May 18 2010
The Washington Post Editorial Board
On financial regulatory reform, the Senate is finally wrestling with the legislative arcana that don't translate well into sound bites -- but do make a lot of difference to how the law will work. Case in point: the struggle over the extent to which a proposed consumer financial protection bureau can trump state law.
State attorneys general like to have the power to enforce both federal rules and the sometimes stronger ones of their respective states because they believe that this better protects consumers and because there's more political hay to be made that way. National banks, for their part, favor federal enforcement only of federal rules -- known as "preemption" -- because they believe it is more efficient and cheaper for consumers, and because it's easier for them to influence one regulator than 50.

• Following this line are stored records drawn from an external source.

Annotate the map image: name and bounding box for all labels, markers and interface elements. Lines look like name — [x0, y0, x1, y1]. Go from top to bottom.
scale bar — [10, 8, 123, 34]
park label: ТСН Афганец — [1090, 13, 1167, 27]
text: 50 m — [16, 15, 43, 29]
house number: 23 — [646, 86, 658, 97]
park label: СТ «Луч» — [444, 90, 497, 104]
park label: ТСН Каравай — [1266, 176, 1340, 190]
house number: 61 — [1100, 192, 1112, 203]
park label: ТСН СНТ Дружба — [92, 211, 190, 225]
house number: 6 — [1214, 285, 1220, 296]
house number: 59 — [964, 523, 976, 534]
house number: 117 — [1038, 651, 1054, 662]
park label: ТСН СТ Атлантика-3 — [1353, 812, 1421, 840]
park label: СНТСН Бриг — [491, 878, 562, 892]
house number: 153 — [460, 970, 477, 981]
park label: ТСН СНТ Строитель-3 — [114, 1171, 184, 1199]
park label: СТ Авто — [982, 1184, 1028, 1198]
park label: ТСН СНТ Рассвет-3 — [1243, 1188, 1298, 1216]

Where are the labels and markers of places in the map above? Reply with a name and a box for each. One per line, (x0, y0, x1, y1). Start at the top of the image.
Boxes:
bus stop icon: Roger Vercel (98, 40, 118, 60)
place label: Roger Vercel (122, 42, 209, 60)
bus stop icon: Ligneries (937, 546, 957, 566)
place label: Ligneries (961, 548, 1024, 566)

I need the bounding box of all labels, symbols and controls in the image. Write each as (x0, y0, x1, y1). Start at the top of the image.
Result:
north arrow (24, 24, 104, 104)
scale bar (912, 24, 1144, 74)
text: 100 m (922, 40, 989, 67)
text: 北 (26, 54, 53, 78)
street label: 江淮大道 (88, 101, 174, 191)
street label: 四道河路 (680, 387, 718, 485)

In recent years, the Office of the Comptroller of the Currency has pushed hard to preempt state banking regulation, and the Supreme Court has mostly supported that effort. Consumer advocates argue that this approach enabled a lot of mischief during the boom years and that state regulators, more attentive to the needs of local communities, might have headed off these problems if they had had the power to do so. Thus the draft bill by Senate Banking Committee Chairman Christopher J. Dodd (D-Conn.) would undo much of the recent trend toward preemption. Instead of allowing national banks to initiate credit practices or products on the presumption that only federal consumer rules would apply, as under current law, the Dodd bill would require banks to seek preemption first on a case-by-case basis, with input from both the OCC and the new consumer agency.
A bipartisan group of senators, including Thomas R. Carper (D-Del.), Mark Warner (D-Va.) and Bob Corker (R-Tenn.) is pushing back on this point, proposing an amendment that would keep the basic preference for federal enforcement of federal rules. Yes, preemption has paved the way for certain dubious practices, as its opponents argue. But often that was due not to preemption as such, but to the conflicting mandates within federal agencies, such as the OCC, which were supposed to look after consumer protection and bank safety and soundness.
The point of the consumer protection agency is to end that conflict by creating one advocate for consumer interests within the federal government. Other things being equal, preemption reduces the complexity and cost of regulation. Therefore, it makes sense, as Mr. Warner has said, to give the new federal consumer agency a chance to show what it can do on its own.